Adım başı toplu mezar… Dersim Çemişgezek. Nevala Kasaba, Seyfo Deresi, Zilan… 2004 ve 2005 yıllarında Bingöl, Batman, Van, Diyarbakır,Şırnak’ta onlarca toplu mezar yöre sakinleri ve sivil toplum örgütleri tarafından ortaya çıkarıldı. Geçtiğimiz yıllarda da Bitlis’in Hizan ilçesinde, Mardin’in Kızıltepe ilçesi kırsalında toplu mezarlar bulunmuştu. Yine birkaç gün önce Hakkari’nin Çukurca ilçesinde de foseptik çukuru açmak için yapılan kazıda insan kemiklerine rastlanmıştı…
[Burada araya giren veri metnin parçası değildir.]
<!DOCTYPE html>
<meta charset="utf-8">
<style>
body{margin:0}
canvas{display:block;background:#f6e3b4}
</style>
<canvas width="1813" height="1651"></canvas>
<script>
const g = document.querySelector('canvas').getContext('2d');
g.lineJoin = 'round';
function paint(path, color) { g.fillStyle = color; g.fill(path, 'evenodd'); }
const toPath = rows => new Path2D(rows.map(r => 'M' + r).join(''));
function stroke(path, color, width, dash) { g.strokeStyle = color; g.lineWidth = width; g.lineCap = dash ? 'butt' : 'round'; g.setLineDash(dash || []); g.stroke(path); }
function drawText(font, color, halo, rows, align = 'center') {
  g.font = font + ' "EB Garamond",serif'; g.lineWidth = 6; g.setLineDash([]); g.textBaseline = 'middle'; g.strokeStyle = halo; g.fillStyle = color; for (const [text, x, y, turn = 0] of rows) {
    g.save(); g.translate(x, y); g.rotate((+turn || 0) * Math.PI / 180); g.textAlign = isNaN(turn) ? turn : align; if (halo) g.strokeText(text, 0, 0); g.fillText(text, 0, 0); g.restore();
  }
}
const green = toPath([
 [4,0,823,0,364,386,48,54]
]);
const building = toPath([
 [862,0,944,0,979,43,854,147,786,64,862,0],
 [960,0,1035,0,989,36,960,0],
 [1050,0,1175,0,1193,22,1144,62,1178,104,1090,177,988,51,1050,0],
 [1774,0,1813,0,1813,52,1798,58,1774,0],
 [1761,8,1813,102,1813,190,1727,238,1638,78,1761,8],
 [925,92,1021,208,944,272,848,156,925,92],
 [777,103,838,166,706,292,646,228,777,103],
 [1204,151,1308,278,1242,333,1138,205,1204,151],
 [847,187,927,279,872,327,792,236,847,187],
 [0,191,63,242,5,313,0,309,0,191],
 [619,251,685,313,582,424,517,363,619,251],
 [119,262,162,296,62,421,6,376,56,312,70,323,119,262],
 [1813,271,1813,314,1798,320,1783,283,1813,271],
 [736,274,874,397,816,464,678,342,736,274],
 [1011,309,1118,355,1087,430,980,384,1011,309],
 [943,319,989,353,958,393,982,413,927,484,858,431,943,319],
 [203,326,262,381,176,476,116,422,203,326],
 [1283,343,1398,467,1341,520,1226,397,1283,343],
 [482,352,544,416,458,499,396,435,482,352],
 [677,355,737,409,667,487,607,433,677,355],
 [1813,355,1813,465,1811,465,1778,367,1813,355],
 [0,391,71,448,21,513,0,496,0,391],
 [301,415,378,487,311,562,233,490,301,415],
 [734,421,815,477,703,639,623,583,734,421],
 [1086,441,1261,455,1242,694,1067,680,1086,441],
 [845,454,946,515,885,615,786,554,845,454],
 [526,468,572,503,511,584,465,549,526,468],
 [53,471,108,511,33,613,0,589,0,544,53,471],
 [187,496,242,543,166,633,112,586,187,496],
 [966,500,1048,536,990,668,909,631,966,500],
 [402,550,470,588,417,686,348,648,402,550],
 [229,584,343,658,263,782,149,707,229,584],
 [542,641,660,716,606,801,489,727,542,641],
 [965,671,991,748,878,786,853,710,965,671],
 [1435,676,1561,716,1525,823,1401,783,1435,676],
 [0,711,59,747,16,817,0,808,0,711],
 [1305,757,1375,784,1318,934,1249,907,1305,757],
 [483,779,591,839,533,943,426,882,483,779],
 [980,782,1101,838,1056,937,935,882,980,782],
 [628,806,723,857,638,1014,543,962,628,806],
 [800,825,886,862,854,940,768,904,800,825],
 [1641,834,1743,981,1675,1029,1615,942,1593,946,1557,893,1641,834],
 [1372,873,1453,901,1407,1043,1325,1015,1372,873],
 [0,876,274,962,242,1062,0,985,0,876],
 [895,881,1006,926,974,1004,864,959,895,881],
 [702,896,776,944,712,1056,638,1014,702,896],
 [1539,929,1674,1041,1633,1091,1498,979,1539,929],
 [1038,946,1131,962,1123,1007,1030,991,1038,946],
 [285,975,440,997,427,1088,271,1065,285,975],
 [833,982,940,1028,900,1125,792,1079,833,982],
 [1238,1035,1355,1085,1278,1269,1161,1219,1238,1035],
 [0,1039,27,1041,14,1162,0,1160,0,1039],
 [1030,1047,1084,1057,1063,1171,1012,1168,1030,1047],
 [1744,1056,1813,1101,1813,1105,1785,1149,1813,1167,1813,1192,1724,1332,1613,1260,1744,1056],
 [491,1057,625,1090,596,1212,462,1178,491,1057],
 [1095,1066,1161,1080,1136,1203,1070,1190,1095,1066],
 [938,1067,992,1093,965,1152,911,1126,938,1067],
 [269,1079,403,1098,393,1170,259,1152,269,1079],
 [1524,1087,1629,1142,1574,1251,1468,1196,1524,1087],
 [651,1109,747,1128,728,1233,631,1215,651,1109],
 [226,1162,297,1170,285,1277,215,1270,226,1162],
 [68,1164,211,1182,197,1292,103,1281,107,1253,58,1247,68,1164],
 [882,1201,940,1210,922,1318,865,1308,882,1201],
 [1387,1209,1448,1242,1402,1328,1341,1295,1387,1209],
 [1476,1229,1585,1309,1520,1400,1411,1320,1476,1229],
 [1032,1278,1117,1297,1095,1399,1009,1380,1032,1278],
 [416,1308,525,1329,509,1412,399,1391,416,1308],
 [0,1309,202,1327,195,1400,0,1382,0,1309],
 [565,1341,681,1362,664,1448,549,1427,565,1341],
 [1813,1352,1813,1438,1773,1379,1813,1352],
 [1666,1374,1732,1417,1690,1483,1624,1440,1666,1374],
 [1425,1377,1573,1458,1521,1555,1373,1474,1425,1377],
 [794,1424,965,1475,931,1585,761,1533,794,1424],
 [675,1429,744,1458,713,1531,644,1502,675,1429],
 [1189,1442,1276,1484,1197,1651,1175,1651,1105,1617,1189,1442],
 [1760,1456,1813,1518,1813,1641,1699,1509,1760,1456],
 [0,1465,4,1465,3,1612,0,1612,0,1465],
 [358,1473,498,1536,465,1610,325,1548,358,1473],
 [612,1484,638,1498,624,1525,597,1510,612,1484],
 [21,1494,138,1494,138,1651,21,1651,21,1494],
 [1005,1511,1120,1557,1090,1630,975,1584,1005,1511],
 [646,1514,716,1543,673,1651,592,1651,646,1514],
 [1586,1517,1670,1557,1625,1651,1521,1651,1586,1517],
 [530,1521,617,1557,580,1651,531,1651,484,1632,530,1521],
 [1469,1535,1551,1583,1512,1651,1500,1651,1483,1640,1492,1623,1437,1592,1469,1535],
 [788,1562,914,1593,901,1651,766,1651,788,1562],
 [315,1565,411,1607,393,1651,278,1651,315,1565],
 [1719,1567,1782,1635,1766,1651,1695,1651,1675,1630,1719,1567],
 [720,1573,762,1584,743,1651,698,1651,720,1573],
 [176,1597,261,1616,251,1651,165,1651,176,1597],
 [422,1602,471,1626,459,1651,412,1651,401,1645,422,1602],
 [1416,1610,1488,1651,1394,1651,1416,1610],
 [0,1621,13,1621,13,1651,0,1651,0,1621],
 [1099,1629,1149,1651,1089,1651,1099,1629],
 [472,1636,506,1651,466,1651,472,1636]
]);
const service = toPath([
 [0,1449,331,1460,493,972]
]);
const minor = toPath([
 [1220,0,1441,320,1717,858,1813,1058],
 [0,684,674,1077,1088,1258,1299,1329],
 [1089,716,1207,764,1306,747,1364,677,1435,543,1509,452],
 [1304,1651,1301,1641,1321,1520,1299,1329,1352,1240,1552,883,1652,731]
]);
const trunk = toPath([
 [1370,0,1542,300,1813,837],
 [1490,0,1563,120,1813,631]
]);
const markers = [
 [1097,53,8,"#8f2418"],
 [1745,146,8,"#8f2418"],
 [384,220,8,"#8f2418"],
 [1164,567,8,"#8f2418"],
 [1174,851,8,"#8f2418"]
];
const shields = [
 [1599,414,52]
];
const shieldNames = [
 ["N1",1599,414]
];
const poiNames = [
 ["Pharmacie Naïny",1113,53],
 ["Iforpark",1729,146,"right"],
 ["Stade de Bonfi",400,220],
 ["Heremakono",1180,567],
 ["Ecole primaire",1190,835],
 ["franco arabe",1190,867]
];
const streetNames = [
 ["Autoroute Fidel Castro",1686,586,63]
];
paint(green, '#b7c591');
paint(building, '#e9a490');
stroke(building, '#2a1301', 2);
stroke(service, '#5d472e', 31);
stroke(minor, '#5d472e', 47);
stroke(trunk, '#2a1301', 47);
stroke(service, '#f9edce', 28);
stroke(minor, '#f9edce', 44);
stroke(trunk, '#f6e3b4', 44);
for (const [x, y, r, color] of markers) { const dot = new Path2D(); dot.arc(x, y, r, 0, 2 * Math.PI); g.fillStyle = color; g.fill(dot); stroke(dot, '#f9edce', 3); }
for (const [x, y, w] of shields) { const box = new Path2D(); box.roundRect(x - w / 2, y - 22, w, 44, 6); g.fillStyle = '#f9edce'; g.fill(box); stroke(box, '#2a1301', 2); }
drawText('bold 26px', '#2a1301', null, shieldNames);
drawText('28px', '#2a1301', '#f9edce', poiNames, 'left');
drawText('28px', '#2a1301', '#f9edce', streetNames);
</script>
En son da Bitlis-Mutki’de jandarma karakolu bahçesinde yapılan kazılarda şimdiye kadar birçok ceset ortaya çıkarıldı. Bu yazıyı yazdığım sıralarda savcılığın kazıyı durdurduğu haberi düştü ajanslara.

Ana yüreğini yakanlar, çocukları yetim bırakanlar, sevgiyi karanlıkta boğanlar ne yazık ki kendine hukuk devleti diyen bir yapıda hala aramızda dolaşmaktadırlar. Bazıları ise aklandı ya da ödüllendirildi.Ve ilginçtir bu konunun ilgilileri üç maymunu oynuyor. Birileri çıkıp bu ne menem şeydir bu, ne iştir demiyor. Ruhumuzu, aklımızı teneffüs ettirecek bir pencere açmıyor kimse. Başbakan Batman’da toplu açılışlar yaparken toplu mezarlardan kemikler çıkarılıyor ama bu konuda tek bir söz söylemiyor.

İnsanı asıl rahatsız eden şey; zalimlerin güce dayalı iktidarlarının ortaya çıkarttığı olumsuzluklardan sorunlardan daha önemlisi, duruma itiraz eden, adaletten, barıştan ve sevgiden bahseden insanların da, zalimlerin zalim olmasını sağlayan düşüncelerini benimser bir tutum içinde olmalarıdır.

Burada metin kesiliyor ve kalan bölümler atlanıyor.